GIVEN RECORDS START
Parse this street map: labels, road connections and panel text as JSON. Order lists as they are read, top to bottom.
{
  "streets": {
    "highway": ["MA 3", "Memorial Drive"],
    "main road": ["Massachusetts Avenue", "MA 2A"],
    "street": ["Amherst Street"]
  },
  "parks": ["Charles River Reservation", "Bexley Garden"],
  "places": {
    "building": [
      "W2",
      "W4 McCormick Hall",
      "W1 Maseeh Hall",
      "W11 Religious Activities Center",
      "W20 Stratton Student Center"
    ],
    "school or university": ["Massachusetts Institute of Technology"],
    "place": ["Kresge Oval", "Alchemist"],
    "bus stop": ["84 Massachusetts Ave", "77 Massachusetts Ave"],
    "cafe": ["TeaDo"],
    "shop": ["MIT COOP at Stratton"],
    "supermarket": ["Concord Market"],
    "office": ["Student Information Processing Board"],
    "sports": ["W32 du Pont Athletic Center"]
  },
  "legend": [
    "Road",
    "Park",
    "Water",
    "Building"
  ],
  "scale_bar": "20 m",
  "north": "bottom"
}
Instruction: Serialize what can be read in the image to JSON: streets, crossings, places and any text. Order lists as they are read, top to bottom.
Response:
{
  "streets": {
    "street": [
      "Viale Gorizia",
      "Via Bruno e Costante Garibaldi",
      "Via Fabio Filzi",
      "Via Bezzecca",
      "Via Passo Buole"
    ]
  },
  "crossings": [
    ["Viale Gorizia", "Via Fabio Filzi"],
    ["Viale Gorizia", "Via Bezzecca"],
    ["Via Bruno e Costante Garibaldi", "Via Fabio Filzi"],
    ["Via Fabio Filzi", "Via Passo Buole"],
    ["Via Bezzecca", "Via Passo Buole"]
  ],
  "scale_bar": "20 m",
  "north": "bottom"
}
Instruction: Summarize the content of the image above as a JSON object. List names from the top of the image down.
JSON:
GIVEN RECORDS END
** GOAL OF THE EXERCISE **
The answer should consist of the lines from the first line of the entries through the line with "Instruction: Serialize what", copied exactly.

** EXERCISE RESULT **
Parse this street map: labels, road connections and panel text as JSON. Order lists as they are read, top to bottom.
{
  "streets": {
    "highway": ["MA 3", "Memorial Drive"],
    "main road": ["Massachusetts Avenue", "MA 2A"],
    "street": ["Amherst Street"]
  },
  "parks": ["Charles River Reservation", "Bexley Garden"],
  "places": {
    "building": [
      "W2",
      "W4 McCormick Hall",
      "W1 Maseeh Hall",
      "W11 Religious Activities Center",
      "W20 Stratton Student Center"
    ],
    "school or university": ["Massachusetts Institute of Technology"],
    "place": ["Kresge Oval", "Alchemist"],
    "bus stop": ["84 Massachusetts Ave", "77 Massachusetts Ave"],
    "cafe": ["TeaDo"],
    "shop": ["MIT COOP at Stratton"],
    "supermarket": ["Concord Market"],
    "office": ["Student Information Processing Board"],
    "sports": ["W32 du Pont Athletic Center"]
  },
  "legend": [
    "Road",
    "Park",
    "Water",
    "Building"
  ],
  "scale_bar": "20 m",
  "north": "bottom"
}
Instruction: Serialize what can be read in the image to JSON: streets, crossings, places and any text. Order lists as they are read, top to bottom.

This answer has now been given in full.